NATIONAL SCHOOLS IN THE OTTOMAN EMPIRE AND THE RISE OF ARMENIAN INSURGENCY
Commentary No : 2025 / 12
26.02.2025
4 min read

In its classical age, the Ottoman State (Empire) granted autonomy to the minority religious communities, allowing them to regulate their own internal affairs. This system is commonly referred to as the Millet System. Under the Ottoman Millet System, which categorized various groups based on their religion, the Armenian Patriarch of Istanbul was given the authority to oversee the internal affairs of the Ottoman Armenian community. The Armenian Patriarchate held jurisdiction over community schools, churches, hospitals, and charitable institutions.

While this system functioned effectively and upheld the coexistence of various religious groups during the classical period, by the 19th century, it began to undermine the Ottoman State, particularly as nationalist and separatist ideologies started to infiltrate the education system. Community schools began to promote not only separatism but also animosity toward Turks and Muslims.
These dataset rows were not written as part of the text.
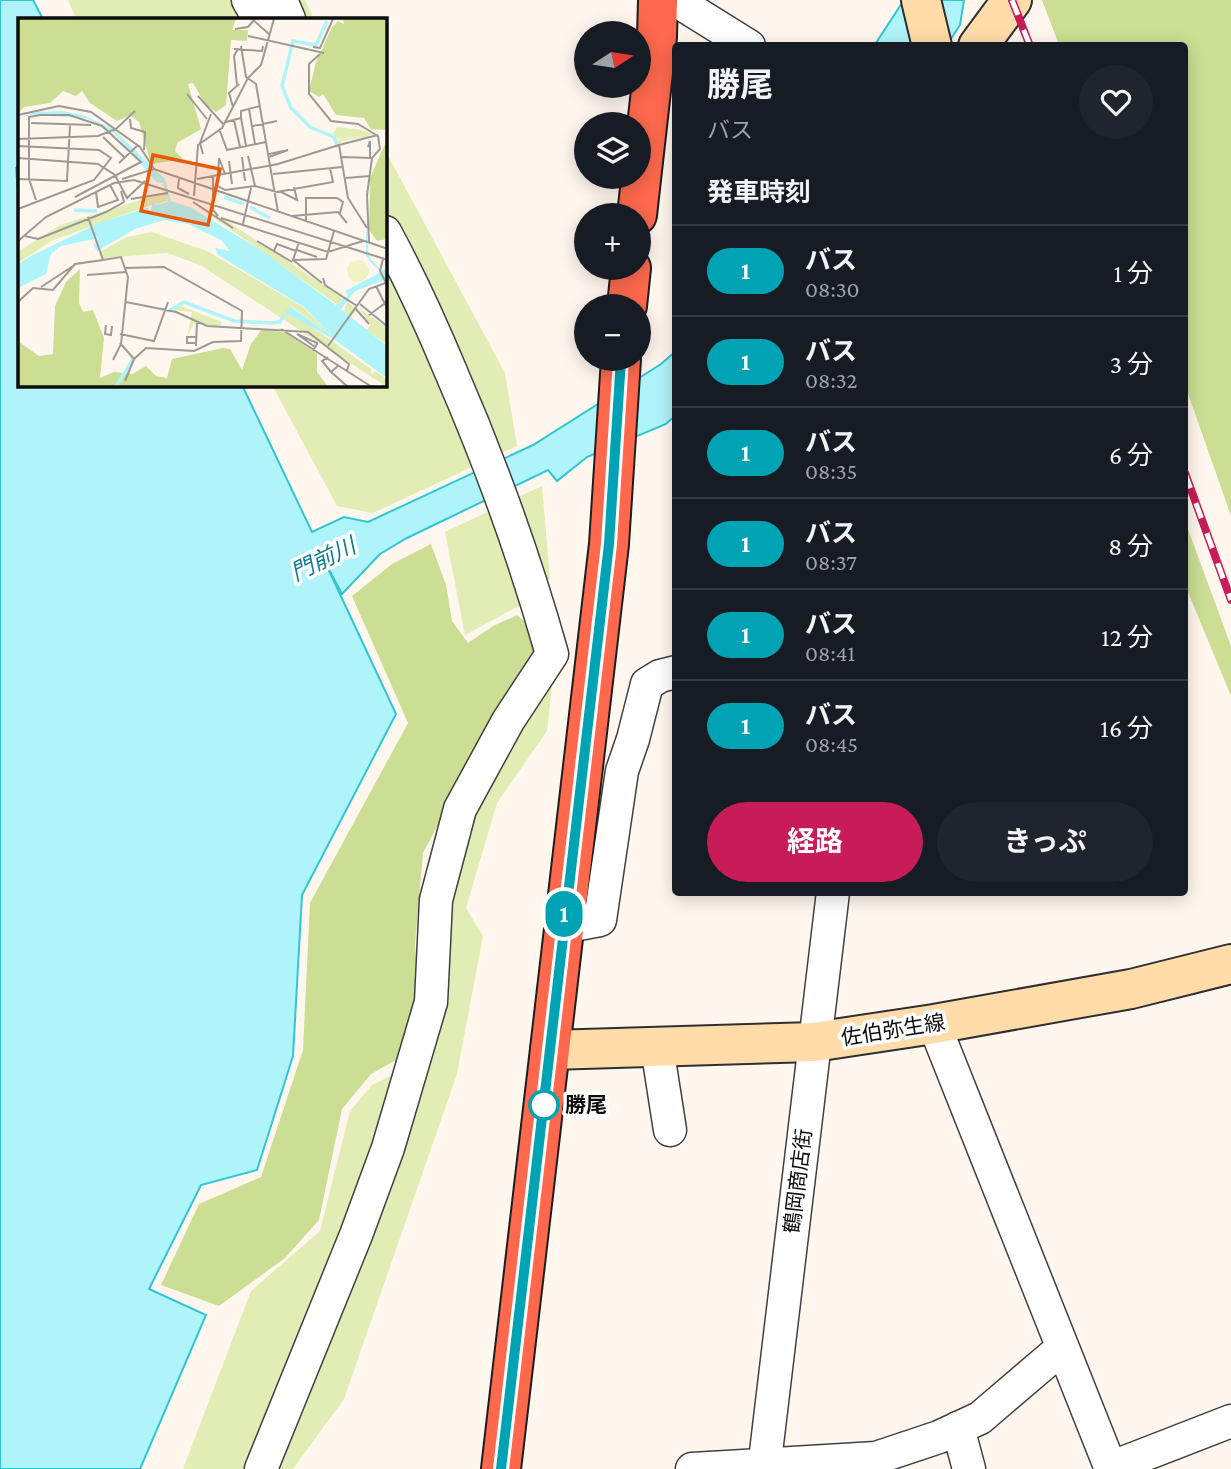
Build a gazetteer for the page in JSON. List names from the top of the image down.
{
  "streets": {
    "main road": ["佐伯弥生線"],
    "street": ["鶴岡商店街"]
  },
  "crossings": [
    ["佐伯弥生線", "鶴岡商店街"]
  ],
  "water": ["門前川"],
  "places": ["勝尾"],
  "lines": ["bus line 1"],
  "north": "right",
  "page": {
    "on_map": "1",
    "map_buttons": ["+", "−"],
    "heading": [
      ["勝尾", "バス"],
      "発車時刻"
    ],
    "list": [
      {
        "mark": "1",
        "name": "バス",
        "note": "08:30",
        "value": "1 分"
      },
      {
        "mark": "1",
        "name": "バス",
        "note": "08:32",
        "value": "3 分"
      },
      {
        "mark": "1",
        "name": "バス",
        "note": "08:35",
        "value": "6 分"
      },
      {
        "mark": "1",
        "name": "バス",
        "note": "08:37",
        "value": "8 分"
      },
      {
        "mark": "1",
        "name": "バス",
        "note": "08:41",
        "value": "12 分"
      },
      {
        "mark": "1",
        "name": "バス",
        "note": "08:45",
        "value": "16 分"
      }
    ],
    "buttons": ["経路", "きっぷ"]
  }
}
The Ottoman State, then referred to as “the sick man of Europe,” was too weak to manage its internal affairs effectively. As a result, the Great Powers frequently intervened to thwart Ottoman efforts at centralization and to impose tighter jurisdiction over Christian minorities.

By the late 19th and early 20th centuries, these schools began to be taken over by the revolutionary committees who had infiltrated these schools, using them to recruit young members and promote their radical ideas to a broader audience. In the Balkans, the newly established national states even dispatched secret agents posing as “teachers” to these institutions. In Eastern Anatolia, the Hunchaks and particularly the Dashnaks not only gained effective control of the Armenian community schools by recruiting teachers, but also appointed their influential members as school directors.

Added to these trends were the missionary schools. The missionaries not only exerted a religious influence on the Armenians through conversion but also had a significant political impact through the schools they established. While missionaries did not directly organize political movements, they played a crucial role in shaping the ethnic identity of the Christian inhabitants of the region. Toward the end of the 19th century, particularly after the Russo-Turkish War, missionaries increasingly assumed a political role among the Christian population, acting as spokespersons for Christian rights and vocal critics of the Ottoman government. In some instances, missionaries even incited violence; a foreign consul reported in 1888 that “a Protestant school in Harput [was] teaching students songs of a rather violent character that portrayed the Muslims as ‘religionless’ and ‘pitiless’.”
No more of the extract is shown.